AIM OF THE TASK:
The answer must consist of every line in the records that contains the word "weight".

DATA FOR THE TASK:
===============
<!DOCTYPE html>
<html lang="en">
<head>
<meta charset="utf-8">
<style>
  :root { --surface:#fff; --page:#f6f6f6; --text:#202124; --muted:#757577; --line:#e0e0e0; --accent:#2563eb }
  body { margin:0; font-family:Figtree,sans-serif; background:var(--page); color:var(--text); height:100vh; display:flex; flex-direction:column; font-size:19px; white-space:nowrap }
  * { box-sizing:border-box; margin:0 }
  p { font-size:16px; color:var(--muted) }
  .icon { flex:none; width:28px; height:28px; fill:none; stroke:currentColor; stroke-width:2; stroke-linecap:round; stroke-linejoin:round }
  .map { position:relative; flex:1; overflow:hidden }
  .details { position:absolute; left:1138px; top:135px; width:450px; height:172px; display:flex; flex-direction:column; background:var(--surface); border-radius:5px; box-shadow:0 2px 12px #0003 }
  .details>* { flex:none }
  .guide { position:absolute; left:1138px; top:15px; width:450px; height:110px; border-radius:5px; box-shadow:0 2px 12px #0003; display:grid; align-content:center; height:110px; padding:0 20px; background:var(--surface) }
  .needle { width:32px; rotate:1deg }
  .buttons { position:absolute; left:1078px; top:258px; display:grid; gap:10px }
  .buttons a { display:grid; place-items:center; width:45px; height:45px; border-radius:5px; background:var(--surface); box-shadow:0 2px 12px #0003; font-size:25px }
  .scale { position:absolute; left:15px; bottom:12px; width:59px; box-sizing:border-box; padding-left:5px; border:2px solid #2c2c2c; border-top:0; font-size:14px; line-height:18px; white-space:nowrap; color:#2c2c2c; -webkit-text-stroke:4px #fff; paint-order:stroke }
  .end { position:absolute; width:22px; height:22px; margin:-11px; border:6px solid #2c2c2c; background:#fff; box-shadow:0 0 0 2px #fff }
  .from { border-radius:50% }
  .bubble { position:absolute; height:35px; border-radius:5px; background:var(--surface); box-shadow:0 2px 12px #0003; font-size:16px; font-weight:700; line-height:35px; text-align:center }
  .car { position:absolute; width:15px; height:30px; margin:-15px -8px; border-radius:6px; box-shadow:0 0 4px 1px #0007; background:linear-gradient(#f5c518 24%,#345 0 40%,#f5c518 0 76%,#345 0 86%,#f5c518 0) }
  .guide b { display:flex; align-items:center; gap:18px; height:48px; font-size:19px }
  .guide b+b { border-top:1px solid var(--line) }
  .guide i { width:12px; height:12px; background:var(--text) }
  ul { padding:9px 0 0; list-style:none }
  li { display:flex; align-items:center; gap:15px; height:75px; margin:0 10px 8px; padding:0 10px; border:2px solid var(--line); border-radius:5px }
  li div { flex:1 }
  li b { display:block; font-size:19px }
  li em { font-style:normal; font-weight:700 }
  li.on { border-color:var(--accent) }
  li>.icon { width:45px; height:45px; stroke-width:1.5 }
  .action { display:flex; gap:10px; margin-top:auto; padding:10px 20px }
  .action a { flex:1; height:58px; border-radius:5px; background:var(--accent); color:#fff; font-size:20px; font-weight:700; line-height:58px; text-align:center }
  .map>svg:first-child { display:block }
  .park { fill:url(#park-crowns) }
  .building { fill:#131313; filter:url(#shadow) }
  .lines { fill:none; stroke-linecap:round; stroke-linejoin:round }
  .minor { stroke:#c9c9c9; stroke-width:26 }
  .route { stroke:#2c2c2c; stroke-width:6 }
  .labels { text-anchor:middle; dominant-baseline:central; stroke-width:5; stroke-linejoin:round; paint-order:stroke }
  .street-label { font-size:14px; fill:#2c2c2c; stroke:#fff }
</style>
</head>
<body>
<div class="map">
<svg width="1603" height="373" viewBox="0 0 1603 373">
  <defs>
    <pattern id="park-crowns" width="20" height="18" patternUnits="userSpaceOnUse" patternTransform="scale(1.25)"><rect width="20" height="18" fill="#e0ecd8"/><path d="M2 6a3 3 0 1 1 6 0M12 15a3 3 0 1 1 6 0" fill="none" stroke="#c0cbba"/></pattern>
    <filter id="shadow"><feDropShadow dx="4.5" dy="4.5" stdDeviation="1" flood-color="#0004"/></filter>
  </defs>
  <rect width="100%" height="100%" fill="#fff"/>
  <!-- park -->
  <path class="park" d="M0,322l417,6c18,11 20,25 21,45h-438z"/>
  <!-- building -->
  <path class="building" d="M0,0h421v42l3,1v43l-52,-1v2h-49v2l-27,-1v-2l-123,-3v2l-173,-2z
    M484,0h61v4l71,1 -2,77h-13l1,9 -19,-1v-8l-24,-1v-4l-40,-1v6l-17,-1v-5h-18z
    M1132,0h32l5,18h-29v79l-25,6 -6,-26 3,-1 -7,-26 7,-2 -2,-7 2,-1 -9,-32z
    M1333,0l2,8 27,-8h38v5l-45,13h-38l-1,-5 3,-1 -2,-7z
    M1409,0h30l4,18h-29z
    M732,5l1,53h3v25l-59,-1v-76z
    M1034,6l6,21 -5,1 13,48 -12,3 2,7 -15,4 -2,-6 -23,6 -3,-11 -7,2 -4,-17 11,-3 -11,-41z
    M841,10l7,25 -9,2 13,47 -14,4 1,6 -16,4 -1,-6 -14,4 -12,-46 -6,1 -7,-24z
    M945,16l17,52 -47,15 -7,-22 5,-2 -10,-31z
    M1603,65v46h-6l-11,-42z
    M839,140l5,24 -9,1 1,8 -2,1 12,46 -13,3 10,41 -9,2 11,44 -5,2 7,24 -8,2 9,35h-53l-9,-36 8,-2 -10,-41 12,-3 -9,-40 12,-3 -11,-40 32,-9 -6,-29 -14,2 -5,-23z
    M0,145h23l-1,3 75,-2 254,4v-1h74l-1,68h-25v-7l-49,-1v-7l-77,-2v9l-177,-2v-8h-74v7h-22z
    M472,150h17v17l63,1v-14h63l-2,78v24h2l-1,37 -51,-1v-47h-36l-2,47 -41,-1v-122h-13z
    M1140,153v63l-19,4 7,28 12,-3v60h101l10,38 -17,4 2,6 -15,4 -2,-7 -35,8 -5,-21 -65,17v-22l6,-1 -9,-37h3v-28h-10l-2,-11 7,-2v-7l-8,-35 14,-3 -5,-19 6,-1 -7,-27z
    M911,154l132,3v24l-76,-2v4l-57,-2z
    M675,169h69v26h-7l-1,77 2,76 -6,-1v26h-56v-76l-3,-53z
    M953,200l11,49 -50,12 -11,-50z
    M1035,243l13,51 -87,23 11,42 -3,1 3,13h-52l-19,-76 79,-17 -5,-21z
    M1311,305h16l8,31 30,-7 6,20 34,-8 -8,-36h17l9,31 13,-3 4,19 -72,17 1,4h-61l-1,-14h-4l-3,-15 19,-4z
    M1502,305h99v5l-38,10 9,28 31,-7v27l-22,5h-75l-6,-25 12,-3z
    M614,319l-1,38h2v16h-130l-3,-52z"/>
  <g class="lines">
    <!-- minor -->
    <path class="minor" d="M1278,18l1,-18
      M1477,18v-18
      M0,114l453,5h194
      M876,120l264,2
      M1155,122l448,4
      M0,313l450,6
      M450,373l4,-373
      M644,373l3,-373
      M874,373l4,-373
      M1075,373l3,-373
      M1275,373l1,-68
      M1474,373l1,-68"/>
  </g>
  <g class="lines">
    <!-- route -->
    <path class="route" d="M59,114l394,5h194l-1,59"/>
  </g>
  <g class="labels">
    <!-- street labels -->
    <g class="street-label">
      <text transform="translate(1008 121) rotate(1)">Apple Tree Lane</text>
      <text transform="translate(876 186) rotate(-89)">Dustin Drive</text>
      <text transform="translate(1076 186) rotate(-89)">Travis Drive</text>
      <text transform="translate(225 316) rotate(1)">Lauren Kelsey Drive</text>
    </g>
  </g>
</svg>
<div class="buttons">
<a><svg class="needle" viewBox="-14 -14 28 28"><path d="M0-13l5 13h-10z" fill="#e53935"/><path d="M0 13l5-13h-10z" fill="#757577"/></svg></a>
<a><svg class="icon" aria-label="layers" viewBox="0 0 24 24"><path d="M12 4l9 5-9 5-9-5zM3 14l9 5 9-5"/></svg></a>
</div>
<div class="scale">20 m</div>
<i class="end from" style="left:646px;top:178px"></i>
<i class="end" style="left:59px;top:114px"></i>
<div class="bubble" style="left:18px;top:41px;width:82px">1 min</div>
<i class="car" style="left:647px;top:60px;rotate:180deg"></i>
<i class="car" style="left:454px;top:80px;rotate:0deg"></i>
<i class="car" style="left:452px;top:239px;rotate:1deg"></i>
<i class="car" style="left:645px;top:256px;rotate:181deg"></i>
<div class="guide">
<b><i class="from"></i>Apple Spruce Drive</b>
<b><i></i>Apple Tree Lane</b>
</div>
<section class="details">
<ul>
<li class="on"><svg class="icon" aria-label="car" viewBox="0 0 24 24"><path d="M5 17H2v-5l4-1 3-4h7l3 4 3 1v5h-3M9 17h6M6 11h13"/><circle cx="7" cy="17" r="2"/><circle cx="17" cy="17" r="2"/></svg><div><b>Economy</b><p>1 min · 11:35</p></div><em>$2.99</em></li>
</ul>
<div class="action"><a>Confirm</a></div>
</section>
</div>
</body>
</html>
===============
RESULT FOR THIS EXERCISE:
  .bubble { position:absolute; height:35px; border-radius:5px; background:var(--surface); box-shadow:0 2px 12px #0003; font-size:16px; font-weight:700; line-height:35px; text-align:center }
  li em { font-style:normal; font-weight:700 }
  .action a { flex:1; height:58px; border-radius:5px; background:var(--accent); color:#fff; font-size:20px; font-weight:700; line-height:58px; text-align:center }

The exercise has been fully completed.